Jason Day, the first to hit in the 1:04 group, gets a gentle command from caddie Colin Swatton. "Right at the tower, buddy," Swatton advises, and it's clear from his accent that he is Australian. The rope is close enough to the tee, about 15 feet, that snippets of conversation can be heard when there is a delay, as there is for Dustin Johnson, who follows Day and hits a driver after a six-minute wait for the green to clear. But his drive doesn't come close, hitting timber on the right and finishing in the right rough.
Whether from 100 yards or so after laying up, or for a 20-to-40-yard pitch after the bolder play off the tee, the third green is not a benign target. It's shaped like a overweight, upper-case "L" with a steep slope in front. The green tilts a lot from right to left, feeding (in theory, anyway) shots toward the flagstick if it's cut on the left, as it was Thursday, 12 yards from the left edge and 11 yards into the green (29 yards at its deepest point). Day had what looked like a 14-footer for birdie. After it missed on the left edge, he still had a 12-footer for par coming back. He made it.
Over an hour, Bubba Watson and Luke Donald got the only birdies.
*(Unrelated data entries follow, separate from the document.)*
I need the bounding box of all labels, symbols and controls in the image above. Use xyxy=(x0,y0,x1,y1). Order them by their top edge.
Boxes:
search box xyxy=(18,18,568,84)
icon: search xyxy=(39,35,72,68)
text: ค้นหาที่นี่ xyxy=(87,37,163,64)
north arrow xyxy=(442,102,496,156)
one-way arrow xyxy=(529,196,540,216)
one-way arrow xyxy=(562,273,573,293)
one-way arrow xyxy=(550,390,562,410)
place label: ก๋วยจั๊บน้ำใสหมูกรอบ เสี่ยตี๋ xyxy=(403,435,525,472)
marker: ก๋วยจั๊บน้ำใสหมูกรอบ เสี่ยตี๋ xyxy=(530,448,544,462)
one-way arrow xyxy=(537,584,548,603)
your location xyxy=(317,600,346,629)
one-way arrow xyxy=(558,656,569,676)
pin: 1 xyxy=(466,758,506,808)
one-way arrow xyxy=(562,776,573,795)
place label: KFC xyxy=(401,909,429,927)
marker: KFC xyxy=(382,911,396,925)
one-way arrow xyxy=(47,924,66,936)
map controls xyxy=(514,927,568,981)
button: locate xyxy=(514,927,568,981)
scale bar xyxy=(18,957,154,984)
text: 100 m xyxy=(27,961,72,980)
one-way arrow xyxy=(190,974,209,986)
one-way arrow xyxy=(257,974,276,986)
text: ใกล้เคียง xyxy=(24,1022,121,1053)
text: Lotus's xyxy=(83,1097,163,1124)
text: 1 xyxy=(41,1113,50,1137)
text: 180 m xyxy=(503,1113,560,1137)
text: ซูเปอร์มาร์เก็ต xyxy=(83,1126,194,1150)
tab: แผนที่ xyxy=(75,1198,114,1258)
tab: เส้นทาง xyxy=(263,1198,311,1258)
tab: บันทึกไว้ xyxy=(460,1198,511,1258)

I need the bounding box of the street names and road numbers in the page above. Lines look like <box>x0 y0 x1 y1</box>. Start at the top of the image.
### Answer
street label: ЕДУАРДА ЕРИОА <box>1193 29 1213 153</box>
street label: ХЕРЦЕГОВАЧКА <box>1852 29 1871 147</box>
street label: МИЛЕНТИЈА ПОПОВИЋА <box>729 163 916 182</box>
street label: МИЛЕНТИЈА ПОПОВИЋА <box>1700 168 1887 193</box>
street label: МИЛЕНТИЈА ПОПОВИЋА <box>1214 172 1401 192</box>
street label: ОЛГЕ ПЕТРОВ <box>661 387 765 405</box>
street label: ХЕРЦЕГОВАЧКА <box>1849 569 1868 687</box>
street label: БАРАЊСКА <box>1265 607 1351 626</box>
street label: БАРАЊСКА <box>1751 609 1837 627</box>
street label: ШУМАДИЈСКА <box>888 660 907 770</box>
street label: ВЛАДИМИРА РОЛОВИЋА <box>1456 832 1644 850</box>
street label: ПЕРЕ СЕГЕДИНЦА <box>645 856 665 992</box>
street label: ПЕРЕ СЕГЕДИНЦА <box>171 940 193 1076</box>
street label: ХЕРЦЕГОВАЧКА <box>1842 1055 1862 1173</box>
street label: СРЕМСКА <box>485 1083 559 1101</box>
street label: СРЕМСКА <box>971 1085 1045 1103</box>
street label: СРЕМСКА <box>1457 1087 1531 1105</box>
Watson drove it within 25 yards or so or the green and hit a pretty, checking pitch four feet from the flagstick. He was wearing a shirt not quite the color of pollen. Donald layed back off the tee. His approach wasn't sharp, but he sank a 35-footer from the back part of the green, which pleased his wife, who was observing among a fairly large gallery short and right of the putting surface, a crowd that included three women in matching purple vests.
Sergio Garcia landed his 75-yard wedge from the right rough approximately pin-high, but his ball released into the fringe. He chipped strong, missing a 15-footer for par.
No. 3, which punches above its weight, had landed another blow.